**TASK TO CARRY OUT**
Below are records. Copy every line with "canvas" in it.

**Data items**
========================================

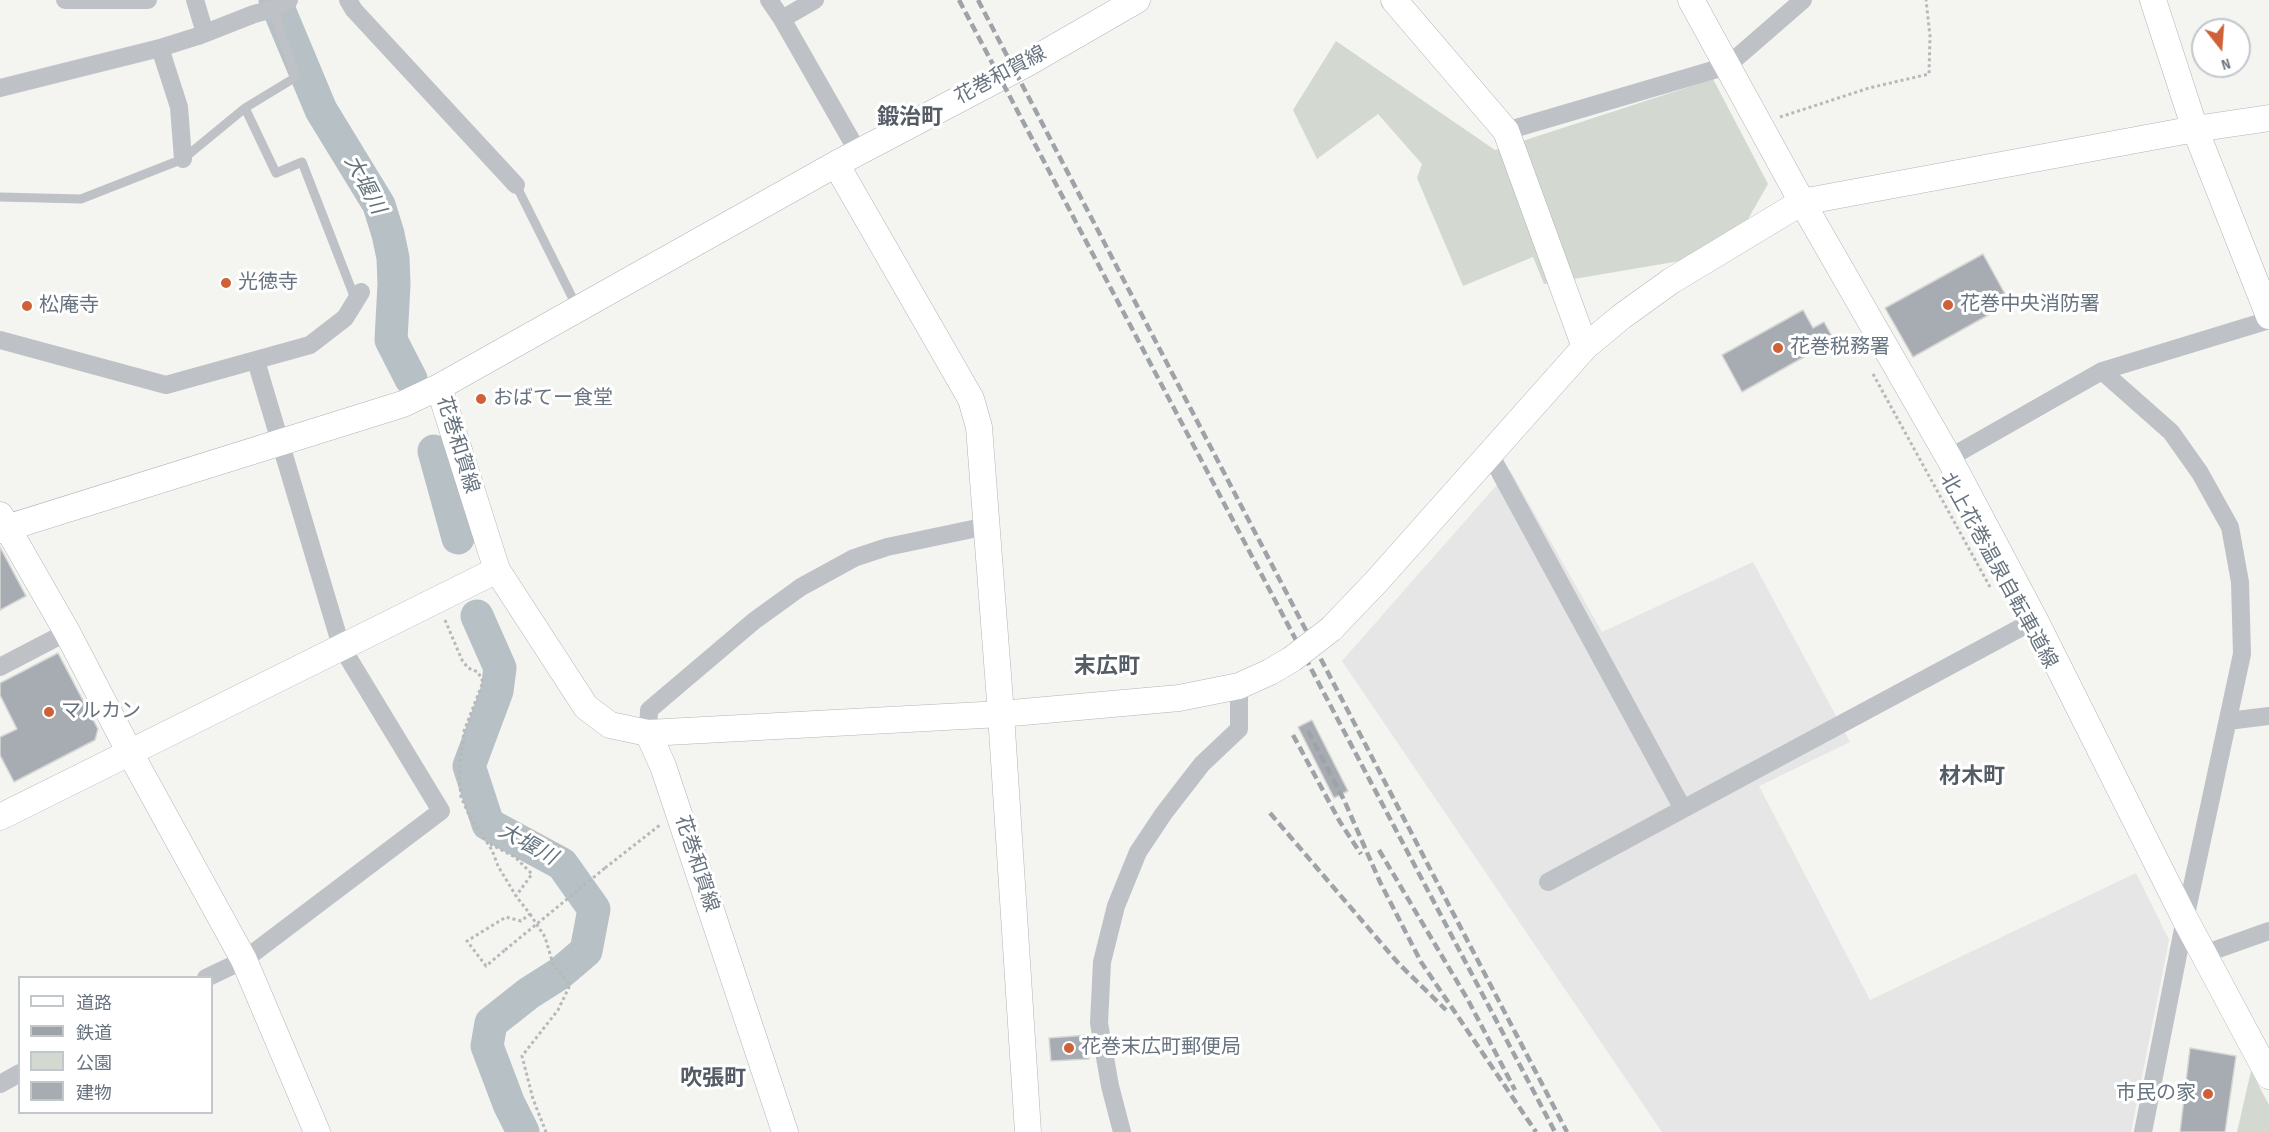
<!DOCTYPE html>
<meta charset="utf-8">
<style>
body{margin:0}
#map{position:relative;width:2269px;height:1132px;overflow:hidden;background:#f4f4f1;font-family:"Sofia Sans Condensed","Noto Sans JP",sans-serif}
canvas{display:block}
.legend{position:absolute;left:18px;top:976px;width:195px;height:138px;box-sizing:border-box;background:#fff;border:2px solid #c2c7cc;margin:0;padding:8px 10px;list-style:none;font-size:18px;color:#67737f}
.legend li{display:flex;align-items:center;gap:12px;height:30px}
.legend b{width:30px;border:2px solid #c2c7cc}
.north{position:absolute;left:2191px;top:18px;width:60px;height:60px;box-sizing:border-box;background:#fff;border:2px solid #c2c7cc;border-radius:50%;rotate:163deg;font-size:16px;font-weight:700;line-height:24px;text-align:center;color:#67737f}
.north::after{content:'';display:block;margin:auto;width:21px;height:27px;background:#ce6138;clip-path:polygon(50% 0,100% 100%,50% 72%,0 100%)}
</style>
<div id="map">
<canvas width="2269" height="1132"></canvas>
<ul class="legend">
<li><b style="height:8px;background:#fff"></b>道路</li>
<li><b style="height:8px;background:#9ea3a8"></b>鉄道</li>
<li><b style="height:16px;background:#d3d9d1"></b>公園</li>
<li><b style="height:16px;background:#a6acb1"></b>建物</li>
</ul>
<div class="north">N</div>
</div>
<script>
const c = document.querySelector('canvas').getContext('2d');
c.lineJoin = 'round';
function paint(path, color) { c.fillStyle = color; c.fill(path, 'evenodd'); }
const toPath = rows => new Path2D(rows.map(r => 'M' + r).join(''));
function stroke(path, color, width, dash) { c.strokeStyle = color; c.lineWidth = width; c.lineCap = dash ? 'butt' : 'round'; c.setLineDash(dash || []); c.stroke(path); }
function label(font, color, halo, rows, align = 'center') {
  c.font = font + ' "Sofia Sans Condensed","Noto Sans JP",sans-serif'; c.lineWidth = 6; c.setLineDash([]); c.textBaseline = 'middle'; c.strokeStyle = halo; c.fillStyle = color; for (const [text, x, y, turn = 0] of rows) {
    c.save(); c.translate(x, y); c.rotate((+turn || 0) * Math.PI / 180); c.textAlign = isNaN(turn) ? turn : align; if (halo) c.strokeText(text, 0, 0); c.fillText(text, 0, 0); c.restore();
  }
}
paint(toPath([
 [1510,470,1602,632,1753,562,1850,742,1759,786,1870,1000,2136,873,2169,940,2131,1132,1662,1132,1342,661]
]), '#e5e6e5');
paint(toPath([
 [1336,41,1495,150,1713,79,1768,184,1748,219,1680,261,1544,284,1533,257,1463,286,1417,178,1422,164,1378,114,1317,159,1293,110],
 [2251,1071,2269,1105,2269,1132,2237,1132]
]), '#d3d9d1');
stroke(toPath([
 [275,0,321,110,379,205,388,234,393,258,394,284,391,340,411,379],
 [434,451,458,538],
 [477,616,500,668,497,691,469,766,488,824,562,864,594,909,586,951,559,974,529,993,491,1023,487,1046,509,1104,523,1132]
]), '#b7c0c5', 33);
const building = toPath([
 [1983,254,2010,303,1913,357,1885,308,1983,254],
 [1803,310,1813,328,1824,322,1834,340,1742,392,1722,355,1803,310],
 [0,547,26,596,0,610,0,547],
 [58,653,98,729,95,740,14,782,0,755,0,737,17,729,0,695,0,683,58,653],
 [1312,720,1348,791,1334,798,1298,727,1312,720],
 [1088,1035,1089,1059,1051,1061,1049,1038,1088,1035],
 [2190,1048,2236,1056,2225,1132,2180,1132,2190,1048]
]);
paint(building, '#a6acb1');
stroke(building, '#d6d6d4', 1.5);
const secondary = toPath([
 [1137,0,1026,64,836,164,439,387,497,570,586,707,610,725,648,733,1001,714,1179,698,1239,686,1270,672,1292,659],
 [1394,0,1506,131,1585,347],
 [1691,0,1802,202,2195,129,2269,118],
 [2153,0,2195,129,2269,316],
 [836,164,971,399,979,427,1001,714,1028,1132],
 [0,515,67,632,129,751,244,960,317,1132],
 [0,530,403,404,439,387],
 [1331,629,1376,582,1585,347,1621,317,1671,281,1802,202,1949,458,2035,620,2185,919,2269,1076],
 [648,733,663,766,785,1132],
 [0,817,497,570]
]);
stroke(secondary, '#b1b5b9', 27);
stroke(toPath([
 [1780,117,1869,88,1929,74,1930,36,1926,0],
 [1873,374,1990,587],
 [445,620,462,660,468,668,478,672,483,682,464,731,459,776,461,797,470,817,492,850,498,866,516,896,530,914,521,921,506,917,467,941,486,966,505,950],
 [490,844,515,857,532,874,516,896],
 [605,868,660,825],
 [530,914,545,937,553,964,570,985,558,1010,522,1056,533,1099,546,1132]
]), '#b6b9bb', 3, [3, 3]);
stroke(toPath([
 [245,108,276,173,302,162,356,301],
 [516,185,577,307],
 [0,197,81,199,183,159,245,108,296,77,273,9]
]), '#bec1c5', 9);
stroke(toPath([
 [65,0,148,0],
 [195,0,205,33],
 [348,0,354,10,516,185],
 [769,0,782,19,858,152],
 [782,19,815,0],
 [160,48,179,107,183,159],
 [0,88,160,48,198,36,254,14,273,9,289,0],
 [1506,131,1727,66,1803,0],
 [0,340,166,385,310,345,345,318,361,292],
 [2102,371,2171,432,2200,473,2230,527,2240,582,2242,654,2185,919,2143,1132],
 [1490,454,1683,809,2035,620],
 [1949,458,2102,371,2269,320],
 [0,667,67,632],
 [2228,721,2269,716],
 [648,733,649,710,754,621,801,587,854,558,887,547,987,526],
 [1548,882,1683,809],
 [2204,954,2269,931],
 [206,978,244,960,441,811,341,646,256,361],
 [0,1084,20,1073],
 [1122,1132,1110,1086,1099,1023,1102,962,1116,906,1138,852,1164,813,1202,764,1239,729,1239,686]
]), '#bec1c5', 18);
stroke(secondary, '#fff', 26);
stroke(toPath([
 [959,0,1555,1132],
 [978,0,1567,1132],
 [1308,731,1344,800,1380,882,1421,962,1536,1132],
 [1293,735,1340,822,1361,854],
 [1270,813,1399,964,1446,1010],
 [1379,850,1468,1000,1515,1090]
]), '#9ea3a8', 4.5, [9, 4.5]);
const secondaryBridge = toPath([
 [1292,659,1331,629]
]);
stroke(secondaryBridge, '#b1b5b9', 27, []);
stroke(toPath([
 [505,950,605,868]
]), '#b6b9bb', 3, [3, 3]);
stroke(secondaryBridge, '#fff', 26);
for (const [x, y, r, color] of [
 [226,283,6,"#ce6138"],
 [1948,305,6,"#ce6138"],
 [27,306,6,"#ce6138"],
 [1778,348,6,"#ce6138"],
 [481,399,6,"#ce6138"],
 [49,712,6,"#ce6138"],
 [1069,1048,6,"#ce6138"],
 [2208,1094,6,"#ce6138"]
]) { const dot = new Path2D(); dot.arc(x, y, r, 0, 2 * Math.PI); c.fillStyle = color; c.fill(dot); stroke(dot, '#fff', 2); }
label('20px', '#67737f', '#fff', [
 ["花巻和賀線",1001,76,-28],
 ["花巻和賀線",457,445,73],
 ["北上花巻温泉自転車道線",1998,571,61],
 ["花巻和賀線",696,864,72]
]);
label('20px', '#67737f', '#fff', [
 ["光徳寺",238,283],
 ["花巻中央消防署",1960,305],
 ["松庵寺",39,306],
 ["花巻税務署",1790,348],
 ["おばてー食堂",493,399],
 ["マルカン",61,712],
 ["花巻末広町郵便局",1081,1048],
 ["市民の家",2196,1094,"right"]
], 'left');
label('italic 21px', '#63747c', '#fff', [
 ["大堰川",364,185,62],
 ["大堰川",527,845,29]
]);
label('bold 22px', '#545c65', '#fff', [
 ["鍛治町",910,118],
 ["末広町",1107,667],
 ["材木町",1972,777],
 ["吹張町",713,1079]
]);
</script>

========================================

**ANSWER AREA**
canvas{display:block}
<canvas width="2269" height="1132"></canvas>
const c = document.querySelector('canvas').getContext('2d');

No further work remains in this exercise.